An unassuming cardboard tube arrived in the mail the other day, containing my MSCS diploma from Hopkins. Thus passes my academic career. I doubt the experience will ever pay for itself financially, but I did learn a great deal, even as a crusty practitioner of some years. Returning to the student life of never-ending deadlines took quite some getting used to, and the corresponding lack of sleep was good training for Alex’s concurrent arrival. (Said arrival also made up my mind to not pursue the thesis option.)
In the main, the classes were excellent, but the small size of the school means the catalog is limited compared to Georgia Tech. For example, I would have liked a class or two on the hardware side. Hopkins only offered the equivalent of GT’s CMPE 2510 (MIPS architecture with the Hennessy and Patterson book).

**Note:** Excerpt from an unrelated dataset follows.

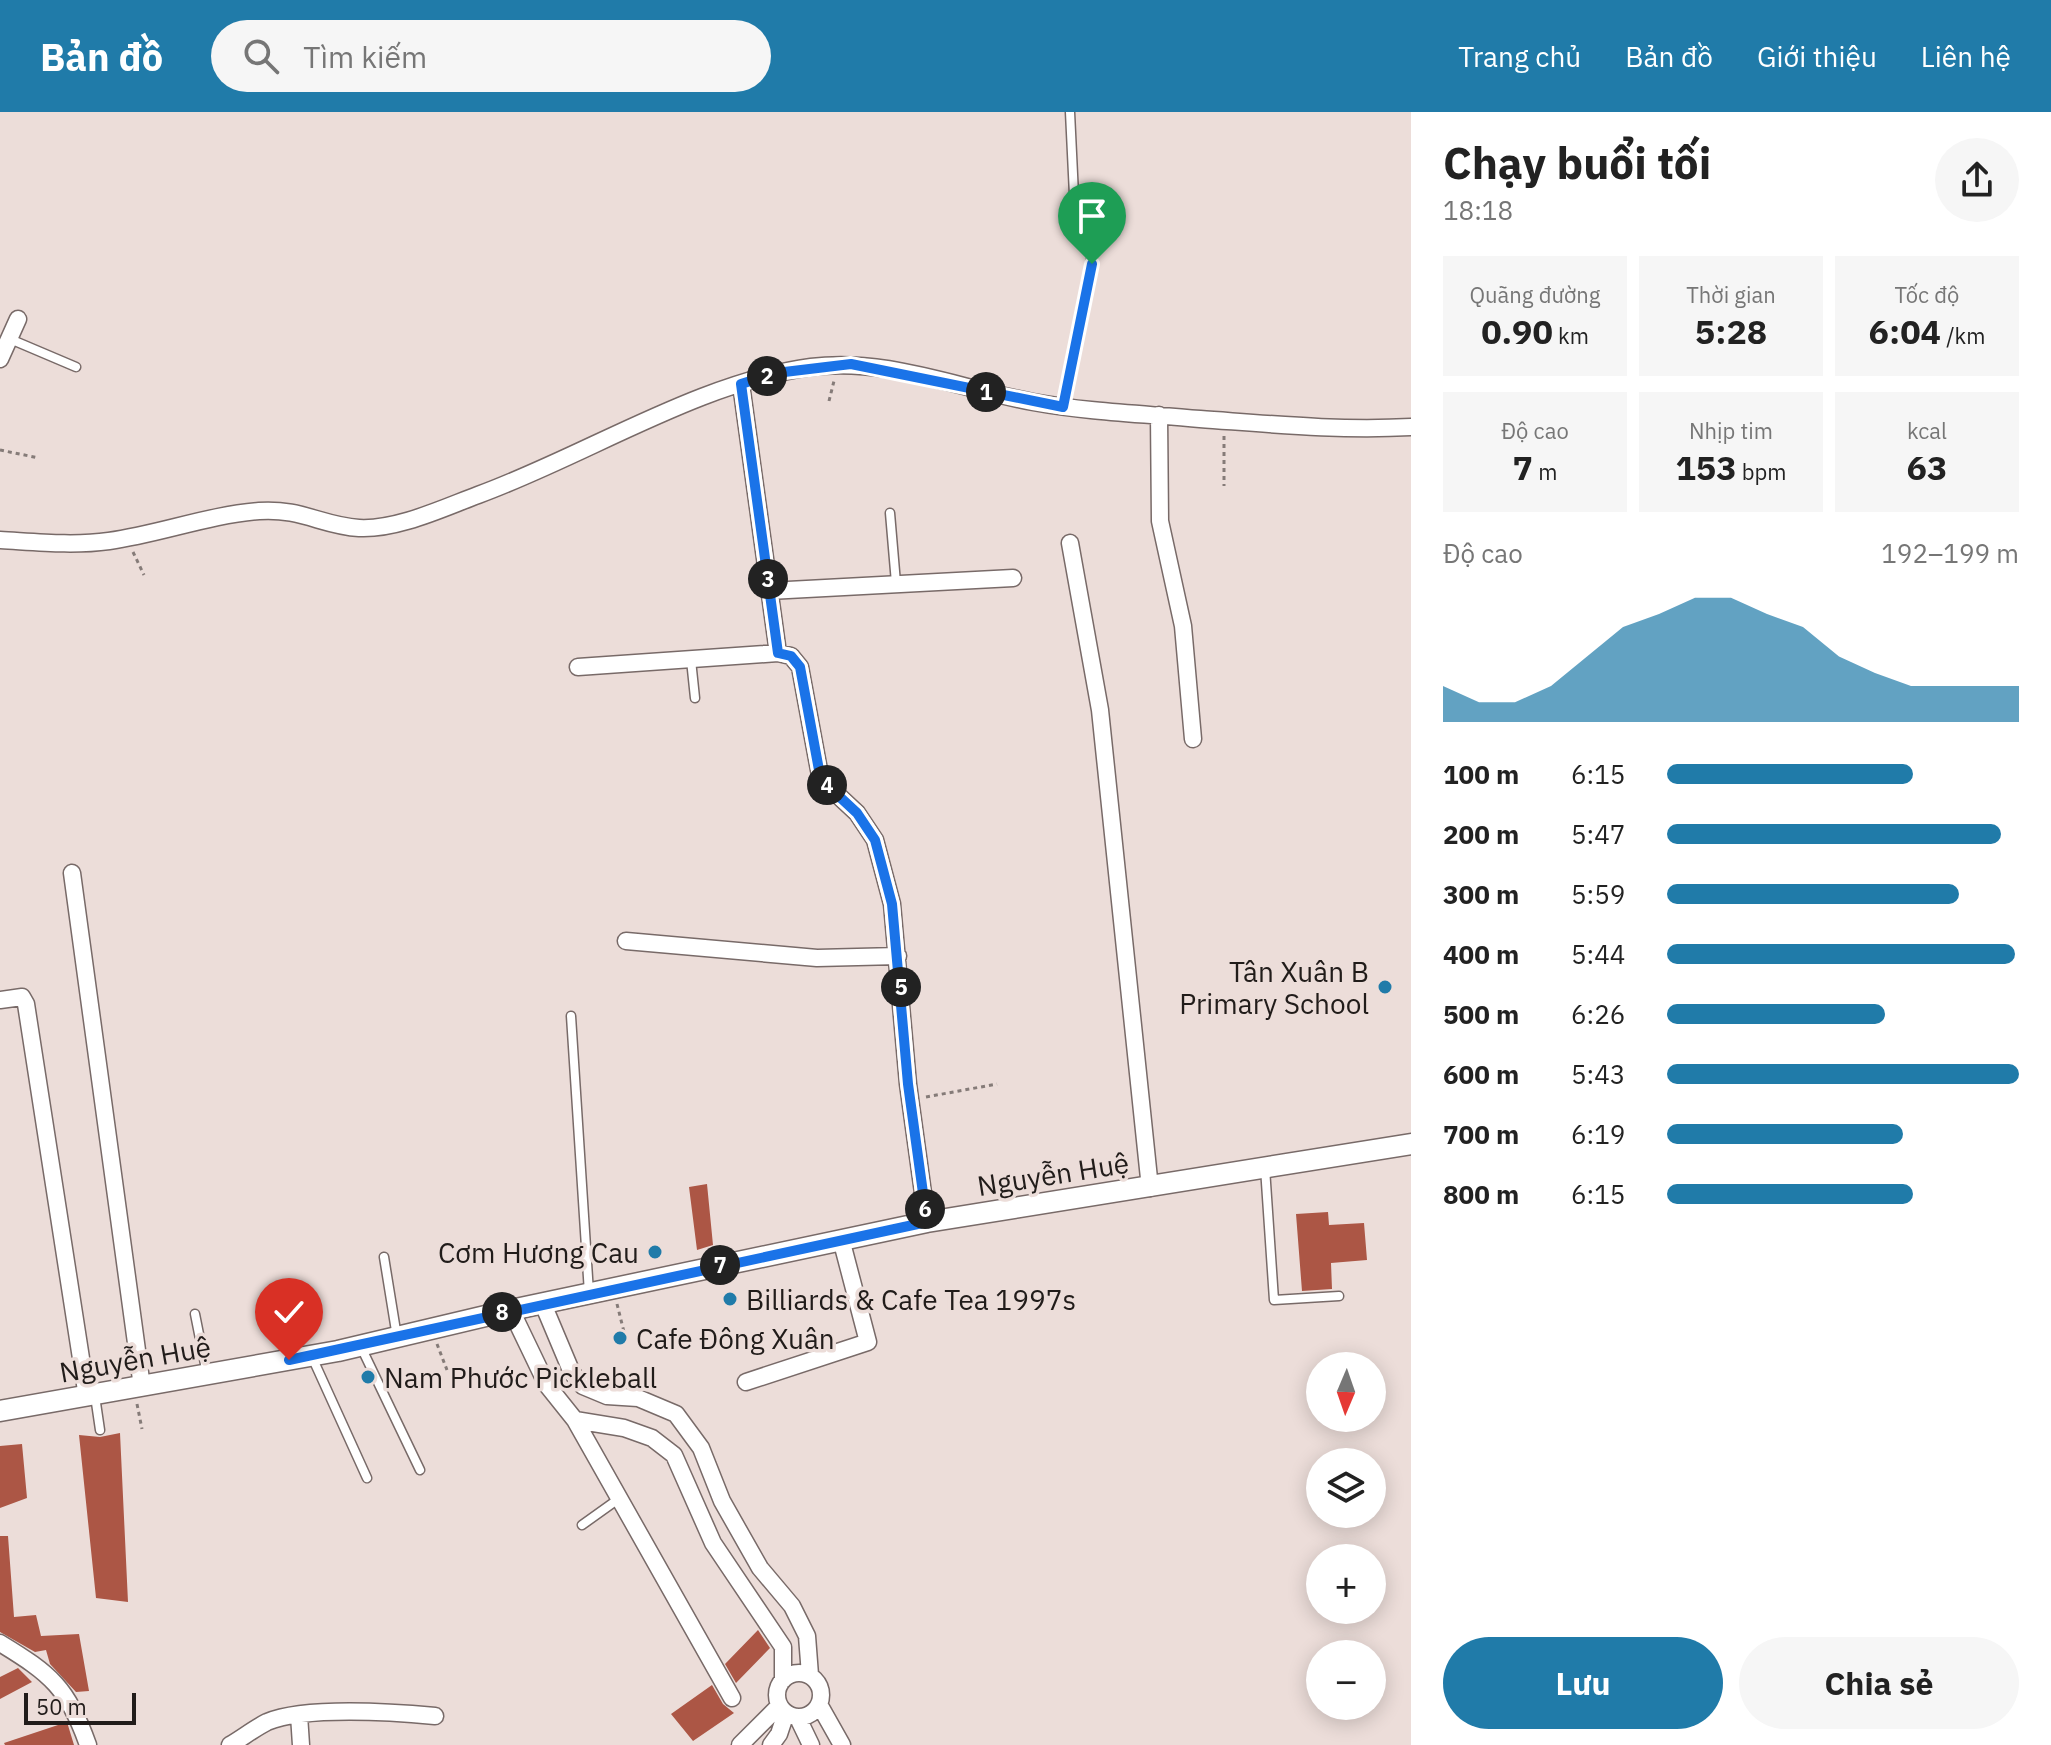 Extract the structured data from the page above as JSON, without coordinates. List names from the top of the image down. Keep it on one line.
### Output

Through projects and reading papers, I gained a new appreciation for the difficulty of good science, and the prevalence of bad. I’ll always be an engineer first, as I lack the patience to do science well. Banging out a project out in 2-6 weeks was de rigeur; here are some of them:
- A handwriting recognition program based on HMMs (basic stuff, but I had no prior machine learning experience)
- A user-space version of mac80211 hwsim. With the simulator, I evaluated the Linux rate controllers for different rates of packet loss, and found and fixed a bug in Pid. There are a few things in Minstrel that can still be improved, but there’s no surprise that it is much better than Pid.
- A failed investigation into cache-oblivious data structures for filesystems. It’s tough to beat B-Trees at their own game. Still, I’m very excited about CO algorithms since this stuff wasn’t even around when I was an undergrad. Hopefully the right problem will come along.
- Demand paging and swap support for xv6. This was a class assignment, but I had a lot of fun putting it together. [Code deleted from the internet at prof’s request.] The swap daemon was crap due to time constraints, but most groups didn’t get beyond identity mapping.
- An evaluation of parallel algorithms on massive graphs. I now have a better appreciation for the ease of implementation, and horrible performance, of barrier synchronization.
- A streaming categorical ranking system for twitter graphs. Note to NoSQL graph DB developers: Postgres is still much faster.
There are of course writeups associated with all of these, but my latent inner perfectionist is not very happy with most of them. I might revisit them with more rigor if I get bored some day.